» **About this task**: Gather, from the listing beneath this task, every line holding the string "then".

» **Dataset records**:
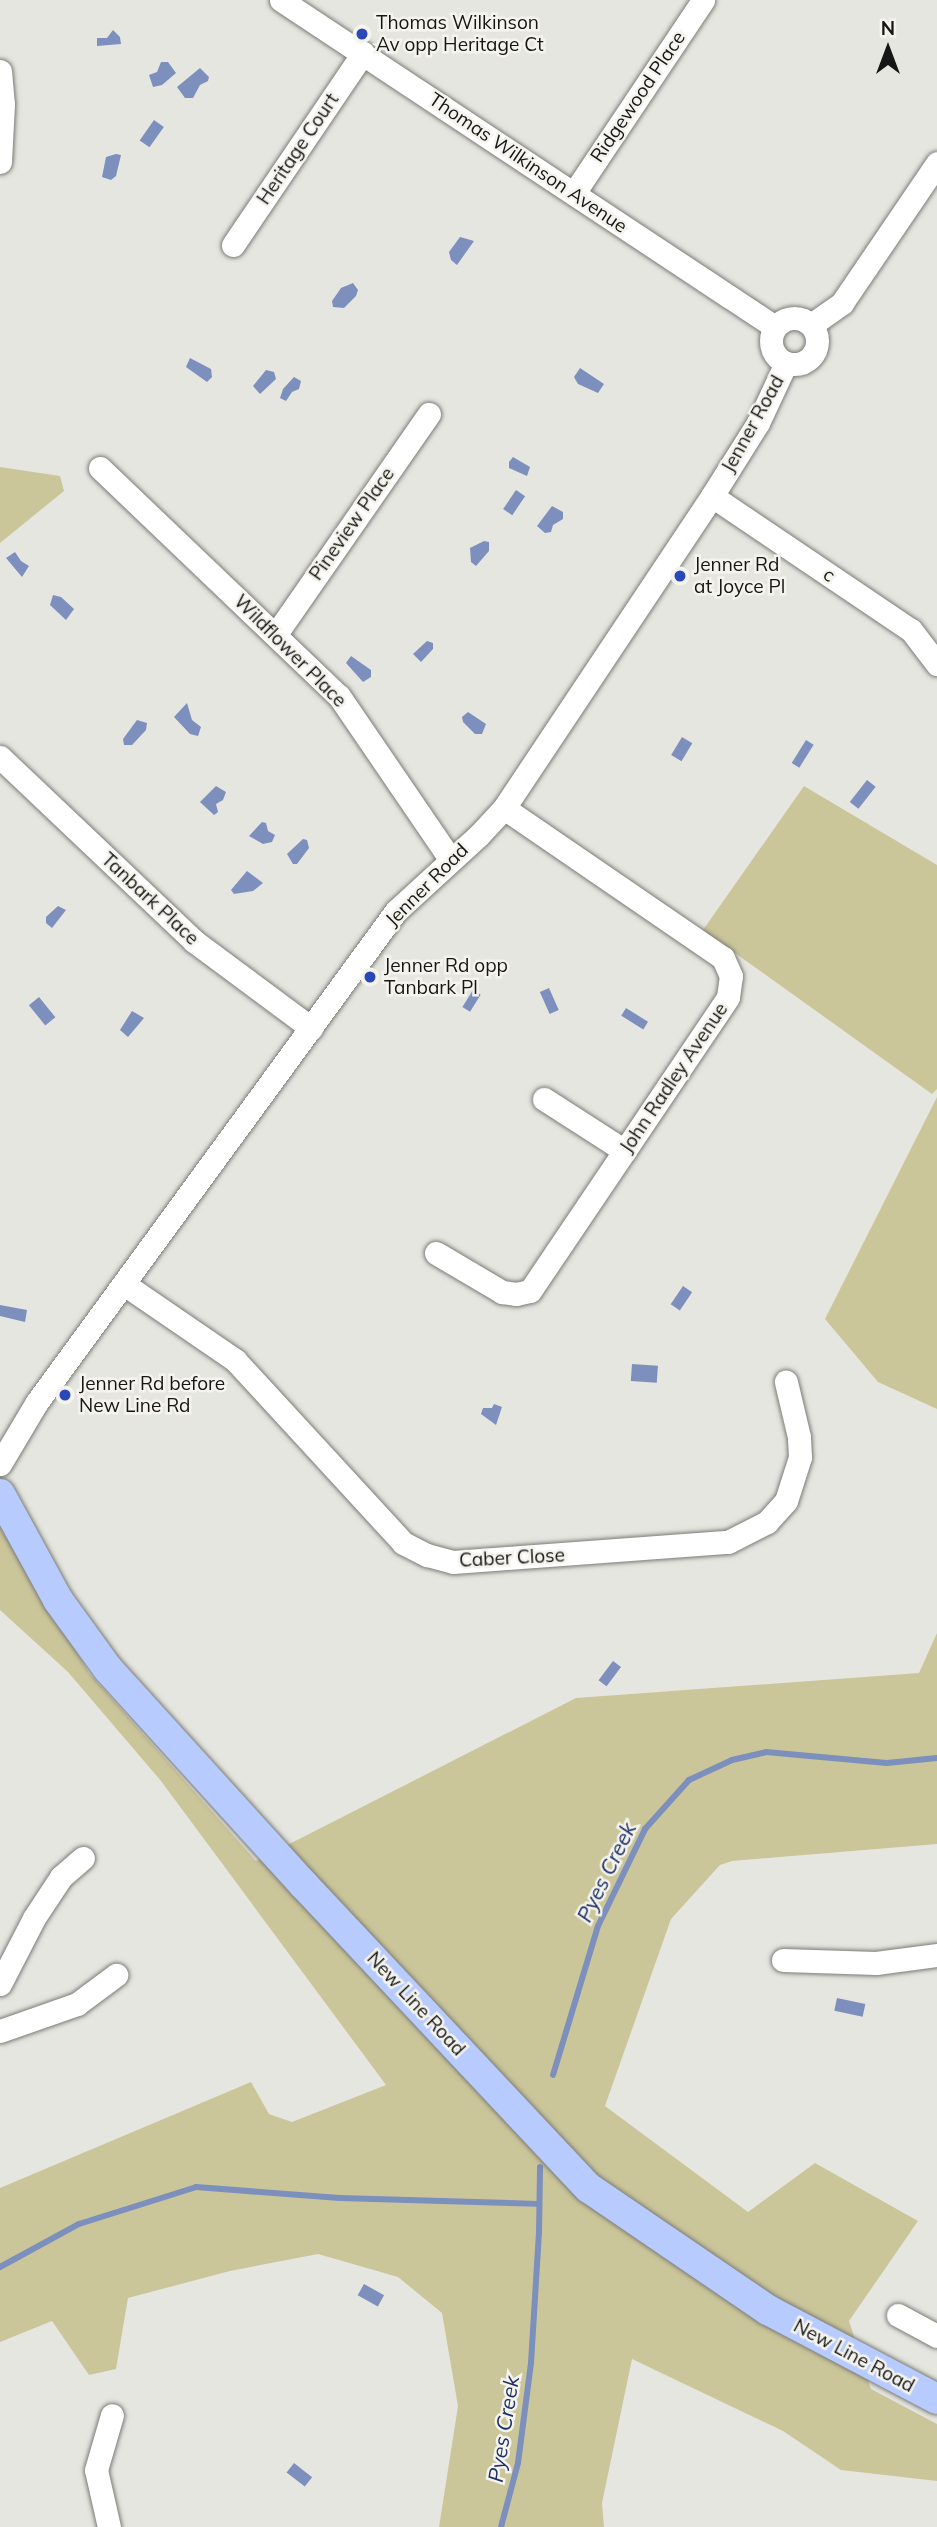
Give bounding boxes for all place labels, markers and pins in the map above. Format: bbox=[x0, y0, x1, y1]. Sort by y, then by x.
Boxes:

==

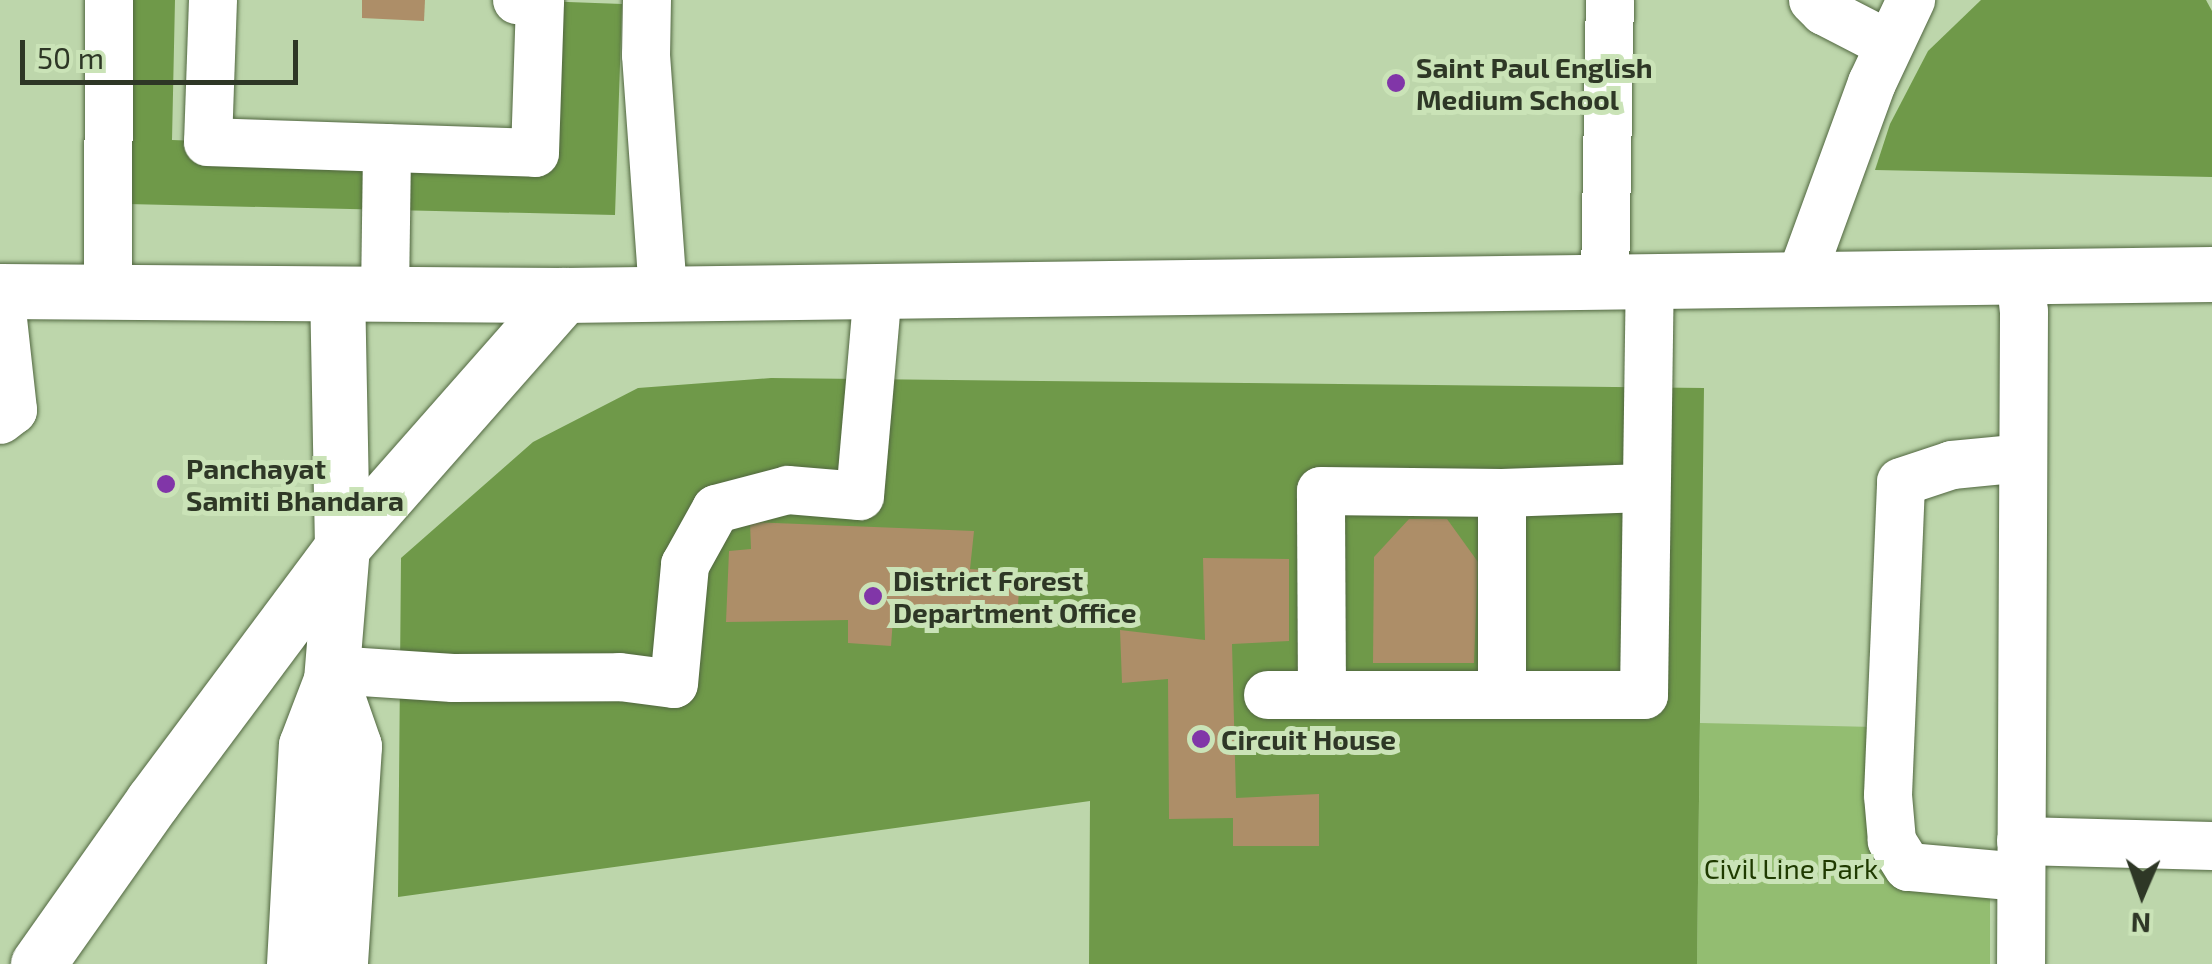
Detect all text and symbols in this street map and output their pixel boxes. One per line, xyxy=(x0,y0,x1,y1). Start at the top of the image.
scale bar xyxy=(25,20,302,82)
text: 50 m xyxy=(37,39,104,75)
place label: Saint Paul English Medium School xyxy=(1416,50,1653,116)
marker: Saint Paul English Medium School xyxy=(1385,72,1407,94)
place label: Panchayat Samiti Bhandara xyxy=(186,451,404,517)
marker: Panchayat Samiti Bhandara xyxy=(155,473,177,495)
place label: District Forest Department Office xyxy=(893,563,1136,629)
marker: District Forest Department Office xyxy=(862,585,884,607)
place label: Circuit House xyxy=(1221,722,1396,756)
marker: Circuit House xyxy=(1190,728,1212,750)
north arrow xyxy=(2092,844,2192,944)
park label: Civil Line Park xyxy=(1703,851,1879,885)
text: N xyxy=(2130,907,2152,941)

* * *

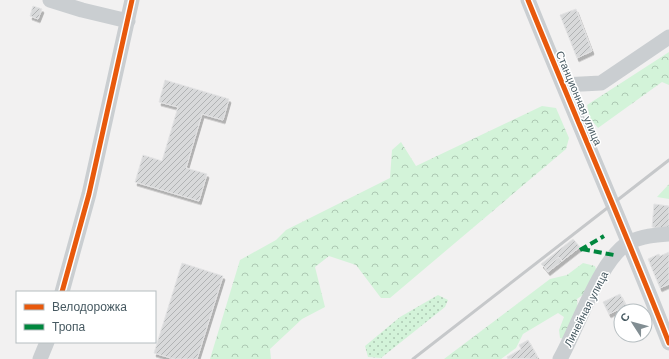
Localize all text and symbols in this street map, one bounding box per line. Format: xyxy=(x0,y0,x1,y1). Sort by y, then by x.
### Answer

» **Solution for this task**:
Give bounding boxes for all place labels, markers and pins in the map above. Format: bbox=[x0, y0, x1, y1]. Sort by y, then by x.
Localize all text and symbols in this street map, one bounding box per line. Format: xyxy=(x0,y0,x1,y1). Sort by y, then by x.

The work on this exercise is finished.